Design Studies¶
Design Studies¶
Design involves making decisions, generally trading off among nonfunctional criteria. Sources that inform these decisions include the customer, end users, technology specifications, and competitors’ products. When more detailed analysis is required, tools such as simulations, prototypes, and design studies can help.
A design study is a rigorous and systematic evaluation of the factors that influence a design. It begins with determining relevant criteria, how they are measured, and what measurement values are deemed satisfactory. The study compares possible approaches, measuring each against predetermined criteria.
The process helps the designer explore a design space — the range of possibilities available as solutions. Factors for buildings might include cost, material availability, building codes, and traffic impact. For software, relevant factors include performance, memory footprint, and time to construct. Correctness is not among the comparison factors — all versions are assumed to work correctly but differ in nonfunctional ways.
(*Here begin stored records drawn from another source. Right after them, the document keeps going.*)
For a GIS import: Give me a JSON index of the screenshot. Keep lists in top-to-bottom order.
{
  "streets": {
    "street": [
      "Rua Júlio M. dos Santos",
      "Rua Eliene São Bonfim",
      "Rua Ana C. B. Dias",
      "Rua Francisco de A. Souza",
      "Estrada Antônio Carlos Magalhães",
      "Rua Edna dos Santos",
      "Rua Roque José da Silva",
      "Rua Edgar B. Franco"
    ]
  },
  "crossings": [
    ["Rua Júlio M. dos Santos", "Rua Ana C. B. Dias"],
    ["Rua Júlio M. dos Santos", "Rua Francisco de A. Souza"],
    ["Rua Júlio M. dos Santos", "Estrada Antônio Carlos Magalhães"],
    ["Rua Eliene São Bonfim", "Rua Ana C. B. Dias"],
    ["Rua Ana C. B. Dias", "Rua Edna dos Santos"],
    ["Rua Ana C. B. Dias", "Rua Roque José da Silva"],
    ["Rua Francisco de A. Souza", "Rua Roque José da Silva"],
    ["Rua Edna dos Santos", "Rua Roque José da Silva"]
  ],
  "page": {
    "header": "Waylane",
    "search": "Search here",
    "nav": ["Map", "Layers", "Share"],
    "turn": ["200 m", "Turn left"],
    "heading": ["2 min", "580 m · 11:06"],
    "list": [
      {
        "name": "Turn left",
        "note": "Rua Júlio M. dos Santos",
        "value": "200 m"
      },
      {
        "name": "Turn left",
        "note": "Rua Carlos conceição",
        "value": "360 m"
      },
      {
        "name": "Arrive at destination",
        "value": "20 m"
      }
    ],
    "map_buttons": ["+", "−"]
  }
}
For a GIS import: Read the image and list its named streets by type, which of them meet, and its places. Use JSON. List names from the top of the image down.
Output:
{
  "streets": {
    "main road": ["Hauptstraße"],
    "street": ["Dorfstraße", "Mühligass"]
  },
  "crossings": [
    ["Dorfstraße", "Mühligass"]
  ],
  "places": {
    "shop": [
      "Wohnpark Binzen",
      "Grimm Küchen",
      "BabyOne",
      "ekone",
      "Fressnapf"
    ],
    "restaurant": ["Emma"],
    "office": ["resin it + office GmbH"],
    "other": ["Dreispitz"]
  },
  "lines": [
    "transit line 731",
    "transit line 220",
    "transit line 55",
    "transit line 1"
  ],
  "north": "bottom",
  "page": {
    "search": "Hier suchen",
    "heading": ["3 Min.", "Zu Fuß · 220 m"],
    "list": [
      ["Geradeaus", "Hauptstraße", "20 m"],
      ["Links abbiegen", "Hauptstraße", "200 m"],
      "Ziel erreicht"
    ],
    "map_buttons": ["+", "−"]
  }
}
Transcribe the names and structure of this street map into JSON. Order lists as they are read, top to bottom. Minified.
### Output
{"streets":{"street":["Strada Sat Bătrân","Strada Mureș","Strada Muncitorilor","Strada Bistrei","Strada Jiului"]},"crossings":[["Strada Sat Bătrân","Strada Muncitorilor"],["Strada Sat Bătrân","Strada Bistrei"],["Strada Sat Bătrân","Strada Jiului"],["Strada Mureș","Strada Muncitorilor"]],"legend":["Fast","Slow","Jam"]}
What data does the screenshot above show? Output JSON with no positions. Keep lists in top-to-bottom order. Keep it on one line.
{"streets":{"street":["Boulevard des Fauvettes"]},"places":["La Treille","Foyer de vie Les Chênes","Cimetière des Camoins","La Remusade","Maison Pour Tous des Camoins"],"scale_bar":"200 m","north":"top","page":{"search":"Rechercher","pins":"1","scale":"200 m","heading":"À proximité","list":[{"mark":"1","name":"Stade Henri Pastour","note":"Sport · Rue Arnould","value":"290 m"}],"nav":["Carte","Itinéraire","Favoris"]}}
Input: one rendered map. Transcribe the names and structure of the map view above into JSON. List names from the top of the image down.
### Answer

Design Studies as Experiments¶
A design study is essentially an empirical scientific experiment. It involves:
Research questions
Subjects of study
Experimental conditions
Methods and tools
Metrics
Independent and dependent variables
Data collection and statistical analysis
Conclusions
The overall goal is repeatability — someone else should be able to recreate the study conditions and reach the same conclusions.
Report Structure¶
The design study is presented in a report that may include charts, tables, graphs, and screenshots. It is not a narrative but a dispassionate description of a systematic exploration. The report should be professional quality with checked spelling and grammar.
Section 1 — Context: Background, motivation, and specialized vocabulary so an unfamiliar reader can understand the report.
Section 2 — Research Questions: Each tradeoff expressed as a neutrally-formulated question regarding dependent variables being measured and independent variables being varied. Example: “How are execution times and memory footprint affected as the amount of pre-processing computations vary?” Questions should be numbered for later reference.
Section 3 — Subject: Brief description of each subject (program version) being compared, differentiating it from the others.
Section 4 — Experimental Conditions: Hardware configuration (cores, RAM, clock speed, networking), operating systems, programming languages, virtual machines and versions, network details, build/execution parameters, input files, and confounding factors (e.g., other processes running).
Section 5 — Variables: Identification of independent and dependent variables with unique names, descriptions, and units of measurement. Includes a summary table mapping each research question to its independent and dependent variables.
Section 6 — Method: Number of trials, measurement devices/tools, randomization techniques, significant digits, which subjects will be run, arguments for each trial, and statistical techniques (e.g., linear regression).
Section 7 — Results: Data collected and statistical analysis. No speculation — just facts.
Section 8 — Discussion: Interpretation of data, explanation of unexpected values, reflections on the experimentation process, and suggestions for further work.
Section 9 — Conclusions: Summary of results with explicit answers to each research question from Section 2.
Deliverables¶
Each course project has three deliverables:
Source code solving a specific problem in several ways
A project report with project-specific content
A design study report
The design study represents the explicit knowledge about design learned during the project. Design must be learned by doing — through systematic thinking, experimentation, and reflective write-up.